I came across the following integral in my work
$$\int_{-\infty}^{\infty} \frac{\frac{1}{(1- \ \ 2 \pi j s \theta)^{m}}-1}{2\pi j s }\ e^{-2\pi j s\sigma^2}\ ds $$
Assuming $\theta,m,\sigma^2$ are non-negative but nocessarly integers, and $j$ is the imaginary unit.
I tried solving numerically (MATLAB) by replacing the infinite limits by the following $$\int_{-L}^{L} \frac{\frac{1}{(1-\ \ 2 \pi j s \theta)^{m}}-1}{2\pi j s }\ e^{-2\pi j s\sigma^2}\ ds $$
It seems to me there is a singularity point at $s=0$ but the integral still exists even if there is singularity point.
Some tricks have to be done in MATLAB and what I did is, split the integral into two parts at the singularity point and taking the limit over that space to be almost zero.

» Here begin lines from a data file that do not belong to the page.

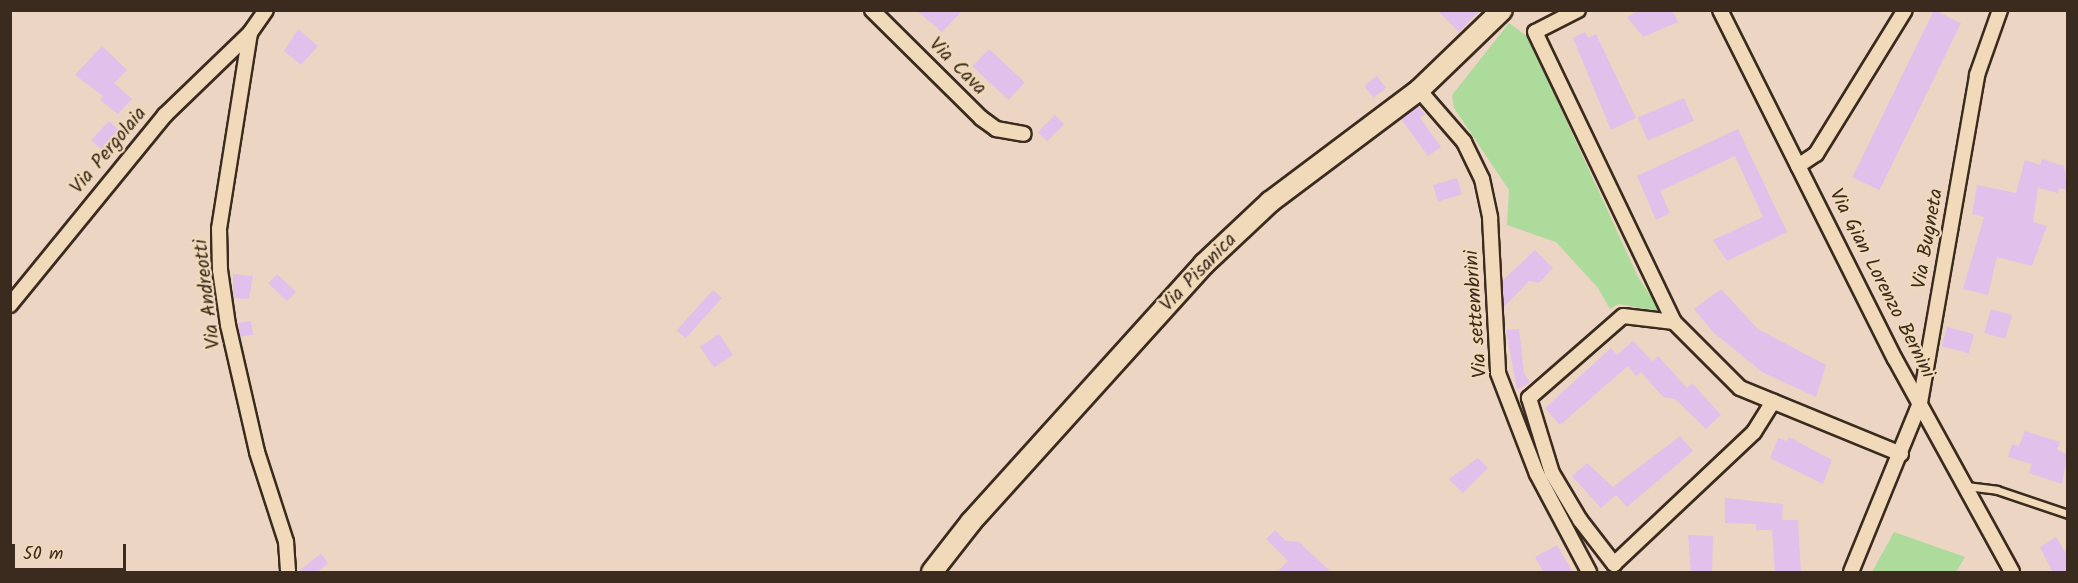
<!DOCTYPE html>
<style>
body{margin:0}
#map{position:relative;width:2078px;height:583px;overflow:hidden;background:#edd5c3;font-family:Kalam,sans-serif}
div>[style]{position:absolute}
.green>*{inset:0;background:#acdb9b}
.building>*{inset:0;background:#e1c0eb;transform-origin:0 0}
.roads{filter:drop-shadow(2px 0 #3b2a1e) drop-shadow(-2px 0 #3b2a1e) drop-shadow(0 2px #3b2a1e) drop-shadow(0 -2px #3b2a1e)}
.lane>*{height:7px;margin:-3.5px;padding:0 3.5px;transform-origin:3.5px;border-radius:3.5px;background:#f0dab9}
.street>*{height:14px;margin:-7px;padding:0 7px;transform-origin:7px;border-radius:7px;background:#f0dab9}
.secondary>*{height:20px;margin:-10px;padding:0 10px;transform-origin:10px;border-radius:10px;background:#f0dab9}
span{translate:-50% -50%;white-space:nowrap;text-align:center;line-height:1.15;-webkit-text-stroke:4.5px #f0dab9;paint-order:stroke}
.street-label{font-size:20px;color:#3b2a1e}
.frame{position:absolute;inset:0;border:12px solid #3b2a1e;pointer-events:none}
.scale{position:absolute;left:12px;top:544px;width:114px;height:27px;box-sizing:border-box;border:3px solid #3b2a1e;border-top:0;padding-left:8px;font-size:18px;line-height:21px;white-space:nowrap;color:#3b2a1e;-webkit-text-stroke:4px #f0dab9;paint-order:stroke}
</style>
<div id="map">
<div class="green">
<div style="clip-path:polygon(1509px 23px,1528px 37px,1638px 277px,1661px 312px,1619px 304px,1610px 309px,1598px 288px,1556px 242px,1507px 225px,1509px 190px,1454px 108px,1452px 95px)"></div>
<div style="clip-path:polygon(1894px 532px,1965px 557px,1956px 572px,1872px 572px)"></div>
</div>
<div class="building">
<div style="clip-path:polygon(916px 10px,963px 10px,942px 32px)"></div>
<div style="clip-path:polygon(1437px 10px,1480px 10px,1459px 32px)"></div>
<div style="clip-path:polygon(1640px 10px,1672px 10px,1678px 22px,1643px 37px,1627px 17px)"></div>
<div style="left:1934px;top:10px;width:30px;height:186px;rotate:26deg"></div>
<div style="clip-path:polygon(298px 29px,318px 46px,301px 65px,284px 51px)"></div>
<div style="clip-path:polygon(1585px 32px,1588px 38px,1596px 34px,1636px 118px,1611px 130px,1573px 38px)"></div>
<div style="clip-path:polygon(102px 46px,127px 70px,114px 83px,132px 99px,118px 114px,100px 100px,103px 96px,75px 75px)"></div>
<div style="left:989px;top:49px;width:49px;height:24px;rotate:43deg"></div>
<div style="left:1377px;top:76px;width:15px;height:16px;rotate:53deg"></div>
<div style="left:1684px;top:98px;width:25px;height:50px;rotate:67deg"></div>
<div style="clip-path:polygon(1418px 106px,1425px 114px,1420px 118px,1441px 147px,1428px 156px,1401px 119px)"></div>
<div style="left:1055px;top:115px;width:13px;height:24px;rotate:45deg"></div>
<div style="left:109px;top:121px;width:19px;height:26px;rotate:43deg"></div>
<div style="clip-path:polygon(1738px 129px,1787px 232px,1727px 261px,1713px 240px,1763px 217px,1735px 156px,1660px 191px,1670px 213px,1656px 220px,1637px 176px)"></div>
<div style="clip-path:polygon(2042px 159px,2064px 166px,2067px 190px,2059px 188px,2058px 193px,2038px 188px,2033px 222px,2047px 226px,2032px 266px,1997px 257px,1988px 295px,1963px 289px,1984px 217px,1972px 214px,1977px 185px,2016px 193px,2025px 160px,2040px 165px)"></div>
<div style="left:1457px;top:178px;width:17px;height:25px;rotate:73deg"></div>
<div style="clip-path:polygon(1535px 250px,1553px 268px,1539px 283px,1529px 281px,1504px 307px,1502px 281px)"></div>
<div style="clip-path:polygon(233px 274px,253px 276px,249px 299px,233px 298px)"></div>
<div style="left:277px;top:274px;width:26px;height:13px;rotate:43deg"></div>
<div style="clip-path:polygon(1721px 289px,1758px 329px,1826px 365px,1816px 397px,1762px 372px,1713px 332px,1694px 309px)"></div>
<div style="left:713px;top:290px;width:12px;height:54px;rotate:42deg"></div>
<div style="left:1991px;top:309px;width:22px;height:25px;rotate:16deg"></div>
<div style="left:251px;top:321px;width:14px;height:13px;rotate:82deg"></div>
<div style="left:1947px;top:327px;width:28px;height:20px;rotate:15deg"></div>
<div style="clip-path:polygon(1519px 329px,1524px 373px,1530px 382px,1517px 390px,1506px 330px)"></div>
<div style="left:719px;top:334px;width:25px;height:23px;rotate:56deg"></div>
<div style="clip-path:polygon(1633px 341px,1652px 361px,1658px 356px,1687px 388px,1692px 383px,1721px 415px,1706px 429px,1675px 399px,1663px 397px,1641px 372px,1636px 376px,1628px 366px,1560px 425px,1545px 408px,1611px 348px,1617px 355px)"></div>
<div style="clip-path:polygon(2025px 431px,2060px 442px,2057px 450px,2067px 454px,2062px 484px,2029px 473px,2032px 464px,2008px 457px,2012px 444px,2019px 446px)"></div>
<div style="clip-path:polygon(1680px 436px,1693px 451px,1627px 507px,1616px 495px,1601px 508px,1572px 476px,1587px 463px,1613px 487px)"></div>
<div style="clip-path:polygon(1789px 437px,1832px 460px,1823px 484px,1770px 458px,1778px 438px,1787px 441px)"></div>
<div style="clip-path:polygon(1478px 458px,1488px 468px,1463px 493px,1449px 479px)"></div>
<div style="clip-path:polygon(1725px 498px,1783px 504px,1782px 520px,1798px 520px,1801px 573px,1775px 573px,1772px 530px,1756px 530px,1756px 524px,1725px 523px)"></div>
<div style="clip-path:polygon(1275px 530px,1286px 541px,1299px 542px,1332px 573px,1276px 573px,1288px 561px,1266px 539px)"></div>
<div style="clip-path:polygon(1688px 535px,1713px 536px,1712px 573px,1691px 573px)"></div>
<div style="clip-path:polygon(2056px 537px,2067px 555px,2067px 573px,2053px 573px,2040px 547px)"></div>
<div style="clip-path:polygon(1557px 545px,1573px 573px,1544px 573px,1535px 557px)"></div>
<div style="clip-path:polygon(321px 553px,328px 564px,315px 573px,297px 573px)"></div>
</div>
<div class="roads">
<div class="lane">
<div style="left:1966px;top:486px;width:31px;rotate:7deg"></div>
<div style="left:1997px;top:490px;width:75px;rotate:18.7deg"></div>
</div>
<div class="street">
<div style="left:266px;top:10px;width:28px;rotate:125deg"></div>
<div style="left:250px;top:33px;width:198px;rotate:99deg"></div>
<div style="left:219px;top:229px;width:41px;rotate:88.6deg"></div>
<div style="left:220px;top:270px;width:56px;rotate:81.7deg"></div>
<div style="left:228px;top:325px;width:130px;rotate:77.1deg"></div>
<div style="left:257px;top:452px;width:95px;rotate:72.1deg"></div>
<div style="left:286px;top:542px;width:30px;rotate:86deg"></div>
<div style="left:872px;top:10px;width:153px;rotate:44.7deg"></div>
<div style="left:981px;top:118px;width:19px;rotate:36deg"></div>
<div style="left:996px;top:129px;width:28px;rotate:10deg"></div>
<div style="left:1578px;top:10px;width:48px;rotate:152.9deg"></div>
<div style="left:1535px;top:32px;width:322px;rotate:64.4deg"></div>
<div style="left:1674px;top:322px;width:93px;rotate:45deg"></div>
<div style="left:1740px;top:388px;width:174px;rotate:22.3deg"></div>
<div style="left:1720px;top:10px;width:390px;rotate:63.4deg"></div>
<div style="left:1895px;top:359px;width:243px;rotate:61.2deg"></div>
<div style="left:1419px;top:90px;width:69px;rotate:49.1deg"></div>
<div style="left:1464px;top:142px;width:41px;rotate:64.1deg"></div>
<div style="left:1482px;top:179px;width:40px;rotate:78deg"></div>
<div style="left:1490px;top:218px;width:155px;rotate:87deg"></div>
<div style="left:1498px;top:373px;width:108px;rotate:68.9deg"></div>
<div style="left:1537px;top:474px;width:111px;rotate:62deg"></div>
<div style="left:1798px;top:166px;width:22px;rotate:-34deg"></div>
<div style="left:1816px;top:154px;width:169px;rotate:-58.3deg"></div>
<div style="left:10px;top:305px;width:245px;rotate:-50.8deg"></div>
<div style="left:165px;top:115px;width:118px;rotate:-44deg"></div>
<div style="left:1674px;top:322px;width:51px;rotate:-173.3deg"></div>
<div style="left:1623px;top:316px;width:125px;rotate:138.9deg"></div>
<div style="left:1529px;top:398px;width:78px;rotate:73deg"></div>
<div style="left:1552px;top:473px;width:55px;rotate:59.2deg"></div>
<div style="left:1580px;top:520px;width:56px;rotate:52.3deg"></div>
<div style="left:1614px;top:564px;width:192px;rotate:-43.3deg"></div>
<div style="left:1754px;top:432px;width:36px;rotate:-58deg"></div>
<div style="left:1851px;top:572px;width:183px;rotate:-67.8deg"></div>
<div style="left:1920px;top:403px;width:333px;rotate:-80.1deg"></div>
<div style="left:1977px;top:75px;width:69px;rotate:-70.5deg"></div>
</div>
<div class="secondary">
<div style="left:932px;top:572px;width:63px;rotate:-52deg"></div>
<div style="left:971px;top:522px;width:348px;rotate:-47.9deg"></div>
<div style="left:1204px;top:264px;width:91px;rotate:-43.2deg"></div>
<div style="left:1270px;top:202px;width:186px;rotate:-36.9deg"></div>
<div style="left:1419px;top:90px;width:115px;rotate:-43.9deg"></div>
</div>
</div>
<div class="street-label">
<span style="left:957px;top:67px;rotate:45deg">Via Cava</span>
<span style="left:109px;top:151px;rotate:-50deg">Via Pergolaia</span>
<span style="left:1929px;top:239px;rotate:-80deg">Via Bugneta</span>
<span style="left:1199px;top:273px;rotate:-46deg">Via Pisanica</span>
<span style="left:1881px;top:284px;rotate:63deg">Via Gian Lorenzo Bernini</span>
<span style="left:208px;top:294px;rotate:-97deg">Via Andreotti</span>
<span style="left:1477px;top:314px;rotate:-94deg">Via settembrini</span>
</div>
<div class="frame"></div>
<div class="scale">50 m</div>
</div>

My question is what would be the best choice of the finite limit $L$? in other words how can one approximate the error from using the approximation? I would like to have the best limits and not have $-\infty$ to $+\infty$ because that would take a whole lot of time.
Any thoughts much appreciated.
In the joint page, it is shown that the result, in case $m>0$ and $\frac{\sigma^2}{\theta}>0$ , is: $$\int_{-\infty}^{\infty} \frac{\frac{1}{(1- \ \ 2 \pi j s \theta)^{m}}-1}{2\pi j s }\ e^{-2\pi j s\sigma^2}\ ds = \frac{\Gamma(m\:,\:\frac{\sigma^2}{\theta})}{\Gamma(m)}$$ The method consists in the change of variables leading to two known Fourier transforms.